* EXERCISE DIRECTIONS *
Set down the entries once more, exactly as they are written.

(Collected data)
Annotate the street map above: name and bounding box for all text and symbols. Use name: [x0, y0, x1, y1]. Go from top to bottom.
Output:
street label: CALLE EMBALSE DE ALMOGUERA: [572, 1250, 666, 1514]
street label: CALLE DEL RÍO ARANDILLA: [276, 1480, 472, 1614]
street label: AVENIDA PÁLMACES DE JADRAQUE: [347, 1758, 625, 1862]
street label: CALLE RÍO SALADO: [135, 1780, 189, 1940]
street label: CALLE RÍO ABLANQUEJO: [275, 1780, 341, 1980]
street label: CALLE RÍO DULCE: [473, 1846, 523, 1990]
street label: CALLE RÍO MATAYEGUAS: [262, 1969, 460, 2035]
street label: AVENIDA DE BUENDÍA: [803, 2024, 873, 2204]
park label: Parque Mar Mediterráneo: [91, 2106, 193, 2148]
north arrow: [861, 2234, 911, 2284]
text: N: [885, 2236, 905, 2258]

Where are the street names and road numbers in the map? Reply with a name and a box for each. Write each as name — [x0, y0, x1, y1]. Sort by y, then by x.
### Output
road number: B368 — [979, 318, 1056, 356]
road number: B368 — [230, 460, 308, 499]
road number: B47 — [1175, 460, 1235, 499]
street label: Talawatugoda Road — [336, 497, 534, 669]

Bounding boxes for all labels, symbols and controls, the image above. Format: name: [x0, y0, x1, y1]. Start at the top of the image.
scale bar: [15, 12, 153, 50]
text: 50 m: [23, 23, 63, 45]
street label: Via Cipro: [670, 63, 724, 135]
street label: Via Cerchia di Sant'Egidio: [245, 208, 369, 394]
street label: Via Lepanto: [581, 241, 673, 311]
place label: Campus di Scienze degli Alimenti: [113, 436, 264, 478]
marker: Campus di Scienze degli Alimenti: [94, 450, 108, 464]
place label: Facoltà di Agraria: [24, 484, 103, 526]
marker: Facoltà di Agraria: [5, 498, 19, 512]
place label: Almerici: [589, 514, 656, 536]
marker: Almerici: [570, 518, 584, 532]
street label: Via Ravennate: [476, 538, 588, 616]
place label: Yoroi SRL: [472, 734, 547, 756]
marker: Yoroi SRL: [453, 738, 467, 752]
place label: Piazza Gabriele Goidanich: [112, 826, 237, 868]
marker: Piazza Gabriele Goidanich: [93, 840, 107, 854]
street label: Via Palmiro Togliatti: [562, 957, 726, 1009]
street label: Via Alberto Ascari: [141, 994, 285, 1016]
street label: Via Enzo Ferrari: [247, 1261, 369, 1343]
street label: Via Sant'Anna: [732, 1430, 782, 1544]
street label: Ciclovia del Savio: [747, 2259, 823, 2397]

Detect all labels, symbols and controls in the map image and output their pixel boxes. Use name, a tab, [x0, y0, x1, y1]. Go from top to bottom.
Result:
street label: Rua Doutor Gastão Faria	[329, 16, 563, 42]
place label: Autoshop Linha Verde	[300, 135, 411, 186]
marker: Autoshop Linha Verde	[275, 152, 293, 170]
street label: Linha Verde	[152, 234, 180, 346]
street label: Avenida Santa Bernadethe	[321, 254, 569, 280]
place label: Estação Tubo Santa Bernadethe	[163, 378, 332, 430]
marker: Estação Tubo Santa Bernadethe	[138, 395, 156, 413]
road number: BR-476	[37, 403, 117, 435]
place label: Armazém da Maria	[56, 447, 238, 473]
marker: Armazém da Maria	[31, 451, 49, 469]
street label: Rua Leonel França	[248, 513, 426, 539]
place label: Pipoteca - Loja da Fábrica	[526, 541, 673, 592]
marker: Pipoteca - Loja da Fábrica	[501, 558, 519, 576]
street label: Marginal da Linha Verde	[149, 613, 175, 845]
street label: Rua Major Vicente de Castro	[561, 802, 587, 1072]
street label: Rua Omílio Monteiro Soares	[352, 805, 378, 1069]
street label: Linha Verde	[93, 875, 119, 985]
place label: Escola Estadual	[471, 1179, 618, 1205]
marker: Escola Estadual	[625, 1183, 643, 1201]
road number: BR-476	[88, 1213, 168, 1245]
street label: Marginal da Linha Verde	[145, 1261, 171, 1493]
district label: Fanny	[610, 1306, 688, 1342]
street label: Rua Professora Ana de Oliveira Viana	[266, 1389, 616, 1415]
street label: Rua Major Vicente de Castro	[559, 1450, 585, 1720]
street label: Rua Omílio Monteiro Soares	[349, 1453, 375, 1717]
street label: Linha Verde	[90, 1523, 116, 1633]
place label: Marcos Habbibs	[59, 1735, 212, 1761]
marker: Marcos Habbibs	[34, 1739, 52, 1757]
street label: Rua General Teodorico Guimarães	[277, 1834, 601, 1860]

* RESPONSE *
Annotate the street map above: name and bounding box for all text and symbols. Use name: [x0, y0, x1, y1]. Go from top to bottom.
Output:
street label: CALLE EMBALSE DE ALMOGUERA: [572, 1250, 666, 1514]
street label: CALLE DEL RÍO ARANDILLA: [276, 1480, 472, 1614]
street label: AVENIDA PÁLMACES DE JADRAQUE: [347, 1758, 625, 1862]
street label: CALLE RÍO SALADO: [135, 1780, 189, 1940]
street label: CALLE RÍO ABLANQUEJO: [275, 1780, 341, 1980]
street label: CALLE RÍO DULCE: [473, 1846, 523, 1990]
street label: CALLE RÍO MATAYEGUAS: [262, 1969, 460, 2035]
street label: AVENIDA DE BUENDÍA: [803, 2024, 873, 2204]
park label: Parque Mar Mediterráneo: [91, 2106, 193, 2148]
north arrow: [861, 2234, 911, 2284]
text: N: [885, 2236, 905, 2258]

Where are the street names and road numbers in the map? Reply with a name and a box for each. Write each as name — [x0, y0, x1, y1]. Sort by y, then by x.
### Output
road number: B368 — [979, 318, 1056, 356]
road number: B368 — [230, 460, 308, 499]
road number: B47 — [1175, 460, 1235, 499]
street label: Talawatugoda Road — [336, 497, 534, 669]

Bounding boxes for all labels, symbols and controls, the image above. Format: name: [x0, y0, x1, y1]. Start at the top of the image.
scale bar: [15, 12, 153, 50]
text: 50 m: [23, 23, 63, 45]
street label: Via Cipro: [670, 63, 724, 135]
street label: Via Cerchia di Sant'Egidio: [245, 208, 369, 394]
street label: Via Lepanto: [581, 241, 673, 311]
place label: Campus di Scienze degli Alimenti: [113, 436, 264, 478]
marker: Campus di Scienze degli Alimenti: [94, 450, 108, 464]
place label: Facoltà di Agraria: [24, 484, 103, 526]
marker: Facoltà di Agraria: [5, 498, 19, 512]
place label: Almerici: [589, 514, 656, 536]
marker: Almerici: [570, 518, 584, 532]
street label: Via Ravennate: [476, 538, 588, 616]
place label: Yoroi SRL: [472, 734, 547, 756]
marker: Yoroi SRL: [453, 738, 467, 752]
place label: Piazza Gabriele Goidanich: [112, 826, 237, 868]
marker: Piazza Gabriele Goidanich: [93, 840, 107, 854]
street label: Via Palmiro Togliatti: [562, 957, 726, 1009]
street label: Via Alberto Ascari: [141, 994, 285, 1016]
street label: Via Enzo Ferrari: [247, 1261, 369, 1343]
street label: Via Sant'Anna: [732, 1430, 782, 1544]
street label: Ciclovia del Savio: [747, 2259, 823, 2397]

Detect all labels, symbols and controls in the map image and output their pixel boxes. Use name, a tab, [x0, y0, x1, y1]. Go from top to bottom.
Result:
street label: Rua Doutor Gastão Faria	[329, 16, 563, 42]
place label: Autoshop Linha Verde	[300, 135, 411, 186]
marker: Autoshop Linha Verde	[275, 152, 293, 170]
street label: Linha Verde	[152, 234, 180, 346]
street label: Avenida Santa Bernadethe	[321, 254, 569, 280]
place label: Estação Tubo Santa Bernadethe	[163, 378, 332, 430]
marker: Estação Tubo Santa Bernadethe	[138, 395, 156, 413]
road number: BR-476	[37, 403, 117, 435]
place label: Armazém da Maria	[56, 447, 238, 473]
marker: Armazém da Maria	[31, 451, 49, 469]
street label: Rua Leonel França	[248, 513, 426, 539]
place label: Pipoteca - Loja da Fábrica	[526, 541, 673, 592]
marker: Pipoteca - Loja da Fábrica	[501, 558, 519, 576]
street label: Marginal da Linha Verde	[149, 613, 175, 845]
street label: Rua Major Vicente de Castro	[561, 802, 587, 1072]
street label: Rua Omílio Monteiro Soares	[352, 805, 378, 1069]
street label: Linha Verde	[93, 875, 119, 985]
place label: Escola Estadual	[471, 1179, 618, 1205]
marker: Escola Estadual	[625, 1183, 643, 1201]
road number: BR-476	[88, 1213, 168, 1245]
street label: Marginal da Linha Verde	[145, 1261, 171, 1493]
district label: Fanny	[610, 1306, 688, 1342]
street label: Rua Professora Ana de Oliveira Viana	[266, 1389, 616, 1415]
street label: Rua Major Vicente de Castro	[559, 1450, 585, 1720]
street label: Rua Omílio Monteiro Soares	[349, 1453, 375, 1717]
street label: Linha Verde	[90, 1523, 116, 1633]
place label: Marcos Habbibs	[59, 1735, 212, 1761]
marker: Marcos Habbibs	[34, 1739, 52, 1757]
street label: Rua General Teodorico Guimarães	[277, 1834, 601, 1860]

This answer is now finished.